● **Required work**: State how many lines in the records below contain the word "Math". Nothing else is needed.

● **Data for the task**:

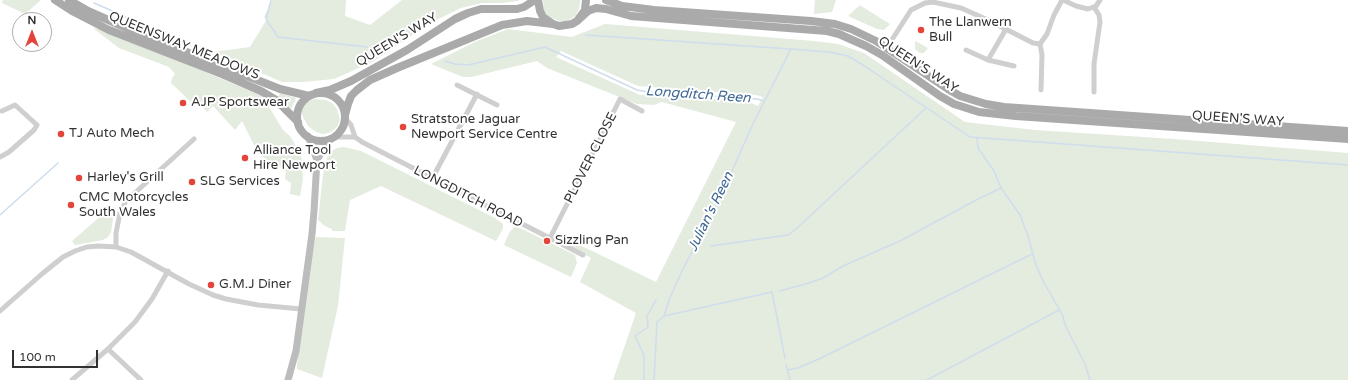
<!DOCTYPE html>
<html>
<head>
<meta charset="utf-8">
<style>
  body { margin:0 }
  #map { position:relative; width:1348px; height:380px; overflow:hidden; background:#fff; font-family:"Varela Round",sans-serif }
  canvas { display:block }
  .north { position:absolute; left:12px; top:12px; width:40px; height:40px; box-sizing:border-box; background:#fff; border:1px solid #adadad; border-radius:50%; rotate:0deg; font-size:11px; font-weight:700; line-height:16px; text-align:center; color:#323232 }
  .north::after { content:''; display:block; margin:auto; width:14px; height:18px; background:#e3453b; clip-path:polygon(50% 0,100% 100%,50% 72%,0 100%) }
  .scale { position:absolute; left:12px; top:350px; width:86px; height:18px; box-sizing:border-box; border:2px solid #323232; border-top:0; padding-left:5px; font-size:12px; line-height:14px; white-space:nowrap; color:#323232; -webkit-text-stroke:3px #fff; paint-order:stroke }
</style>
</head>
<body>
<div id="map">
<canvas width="1348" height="380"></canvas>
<div class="north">N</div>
<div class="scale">100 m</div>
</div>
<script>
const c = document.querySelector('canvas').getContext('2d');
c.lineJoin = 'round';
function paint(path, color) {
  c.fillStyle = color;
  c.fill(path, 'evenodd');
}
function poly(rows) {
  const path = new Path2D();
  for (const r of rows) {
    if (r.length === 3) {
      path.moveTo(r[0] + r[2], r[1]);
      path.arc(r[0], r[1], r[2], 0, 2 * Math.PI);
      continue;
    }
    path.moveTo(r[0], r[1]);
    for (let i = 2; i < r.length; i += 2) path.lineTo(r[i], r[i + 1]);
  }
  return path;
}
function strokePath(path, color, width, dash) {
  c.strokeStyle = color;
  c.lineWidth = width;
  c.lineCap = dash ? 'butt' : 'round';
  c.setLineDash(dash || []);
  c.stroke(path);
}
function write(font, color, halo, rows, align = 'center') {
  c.font = font + ' "Varela Round",sans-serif';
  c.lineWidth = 4;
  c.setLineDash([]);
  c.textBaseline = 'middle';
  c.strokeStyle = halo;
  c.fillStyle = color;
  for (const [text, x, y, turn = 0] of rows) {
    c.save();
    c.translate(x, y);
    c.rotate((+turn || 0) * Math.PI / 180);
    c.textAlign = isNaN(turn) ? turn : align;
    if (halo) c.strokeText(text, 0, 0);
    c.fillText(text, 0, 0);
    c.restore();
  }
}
const green = poly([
  [3,0,41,0,25,14,2,3],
  [272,0,346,0,345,16,370,25,402,0,519,0,518,1,501,3,482,3,461,8,432,22,372,62,334,79,303,82,282,82,213,52,250,47,267,19,264,17],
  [543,0,580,0,580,3,579,9,576,15,571,19,565,21,559,21,548,16,544,11],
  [815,0,836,0,832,12,814,14],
  [860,5,861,6,890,24,884,30,877,29,848,16],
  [605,24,814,41,838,44,864,53,965,122,1035,130,1174,139,1348,153,1348,380,613,380,636,313,580,282,591,258,557,239,559,235,656,282,736,122,662,102,654,105,637,104,547,68,537,61,471,77,463,77,431,64,477,41,508,29,572,37],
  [561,51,638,86,756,95,763,97,758,106,744,100,640,95,556,57],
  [93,28,105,30,260,95,266,102,283,130,290,136,299,151,302,160,303,179,300,196,290,194,291,183,285,179,286,171,280,167,266,163,267,160,258,153,242,121,235,130,213,106,207,112,196,100,192,103,171,83,172,78,175,74,169,67,119,48],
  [915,41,928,48,924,53,920,53,915,49],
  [280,93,296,98,291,109,278,98],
  [314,99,326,100,332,103,337,109,340,120,337,127,331,132,323,134,316,132,308,126,303,117,301,111,304,105,307,102],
  [344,147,361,151,495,218,503,224,503,229,496,241,381,186,350,200,345,231,332,231,332,229,325,226,318,220,323,175,326,160,330,152,337,148],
  [104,207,111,214,113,219,111,232,108,237,103,240,75,245,72,241,103,214],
  [516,226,575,255,577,263,571,277,504,245,509,233,514,227],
  [316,237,345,238,338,306,322,378,297,369,297,366,304,300,315,239]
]);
const stream = poly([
  [271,0,266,19,278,37,367,47],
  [94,3,140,23],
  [586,35,791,49,829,52,848,56,863,65,970,137,1348,165],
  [445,61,455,64,468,65,545,47,637,90,648,92,757,99,764,101],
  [977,138,978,148,994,171,1001,188,1020,215,1028,236,1036,265,1043,281,1062,314,1066,327,1085,364,1090,380],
  [0,215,58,163],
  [711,246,788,235,796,229,926,108],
  [780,291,809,283,823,278,843,266,902,240,978,199,1001,188],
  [664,316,772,292,785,358],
  [786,365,790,380],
  [788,370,798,368,821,358,1032,254],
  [644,380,644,355,635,336,648,327,647,316,656,300],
  [654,380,657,322,664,316,669,300,682,271,721,196,752,126,791,49],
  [927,380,1059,310]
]);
const street = poly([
  [1063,0,1076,6,1088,9,1096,6,1100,0],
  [1094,7,1099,15,1100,22,1094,64,1094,92],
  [1040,44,1042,55,1041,90],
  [886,49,911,10,925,3,933,2,961,8,988,20,1033,43,1040,44,1047,34,1054,15,1062,0],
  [966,50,988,60,1014,66],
  [988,60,1006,29],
  [457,85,497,105],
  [345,118,351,125,355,137,362,142,583,255],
  [334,137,355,137],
  [0,157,9,152,34,130,37,125,15,105,2,111],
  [432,179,477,94],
  [550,238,620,99,642,111],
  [116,247,116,233,120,213,126,201,194,139],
  [0,311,43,273,63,257,75,251,87,247,98,246,116,247,131,252,189,284,213,295,226,299,258,305,301,309],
  [108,349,141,380],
  [72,380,108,349,135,322,152,299,168,271]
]);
const secondary = poly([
  [317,160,330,139],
  [288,380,296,351,312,234,314,211,317,160,308,136]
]);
const primary = poly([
  [55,0,72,11,109,30,222,74,261,91,276,100,298,122],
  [69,0,88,11,131,30,280,89,309,96],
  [538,0,540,11,543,17,553,24,559,26,572,24,577,21,585,10,586,0],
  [606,0,622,6,654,10,811,21,835,24,851,29,876,41,948,89,960,96,986,104,1004,107,1348,131],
  [577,21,588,11,596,8,606,9,631,16,827,31,839,34,866,46,882,55,940,96,954,104,979,112,1016,116,1348,139],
  [316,93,330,90,351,81,407,50,455,19,468,13,481,9,517,9,524,7,535,0],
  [321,117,24],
  [345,115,348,104,351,96,357,90,370,80,397,68,502,25,527,21,553,24]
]);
const markers = [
  [921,30,4,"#e3453b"],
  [183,103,4,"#e3453b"],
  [403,127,4,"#e3453b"],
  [61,134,4,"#e3453b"],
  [245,158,4,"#e3453b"],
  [79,178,4,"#e3453b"],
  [192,182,4,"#e3453b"],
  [71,205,4,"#e3453b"],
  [547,241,4,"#e3453b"],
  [211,285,4,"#e3453b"]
];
const poiNames = [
  ["The Llanwern",929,23],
  ["Bull",929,38],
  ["AJP Sportswear",191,103],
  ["Stratstone Jaguar",411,120],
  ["Newport Service Centre",411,135],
  ["TJ Auto Mech",69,134],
  ["Alliance Tool",253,151],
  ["Hire Newport",253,166],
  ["Harley's Grill",87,178],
  ["SLG Services",200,182],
  ["CMC Motorcycles",79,198],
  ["South Wales",79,213],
  ["Sizzling Pan",555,241],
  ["G.M.J Diner",219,285]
];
const streetNames = [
  ["QUEEN'S WAY",397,40,-31],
  ["QUEENSWAY MEADOWS",184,46,22],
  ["QUEEN'S WAY",918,65,33],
  ["QUEEN'S WAY",1238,119,4],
  ["PLOVER CLOSE",591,158,-63],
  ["LONGDITCH ROAD",468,197,27]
];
const waterNames = [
  ["Longditch Reen",698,95,4],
  ["Julian's Reen",711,212,-64]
];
paint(green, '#e4ebdf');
strokePath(stream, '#cfdded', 1.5);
strokePath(street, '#cfcfcf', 5);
strokePath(secondary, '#bcbcbc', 7);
strokePath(primary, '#aaa', 8);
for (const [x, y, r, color] of markers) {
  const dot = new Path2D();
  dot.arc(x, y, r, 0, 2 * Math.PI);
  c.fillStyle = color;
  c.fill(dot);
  strokePath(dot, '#fff', 1.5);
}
write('13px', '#323232', '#fff', poiNames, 'left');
write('13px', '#323232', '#fff', streetNames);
write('italic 14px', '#406995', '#fff', waterNames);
</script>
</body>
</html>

● **Result**: 3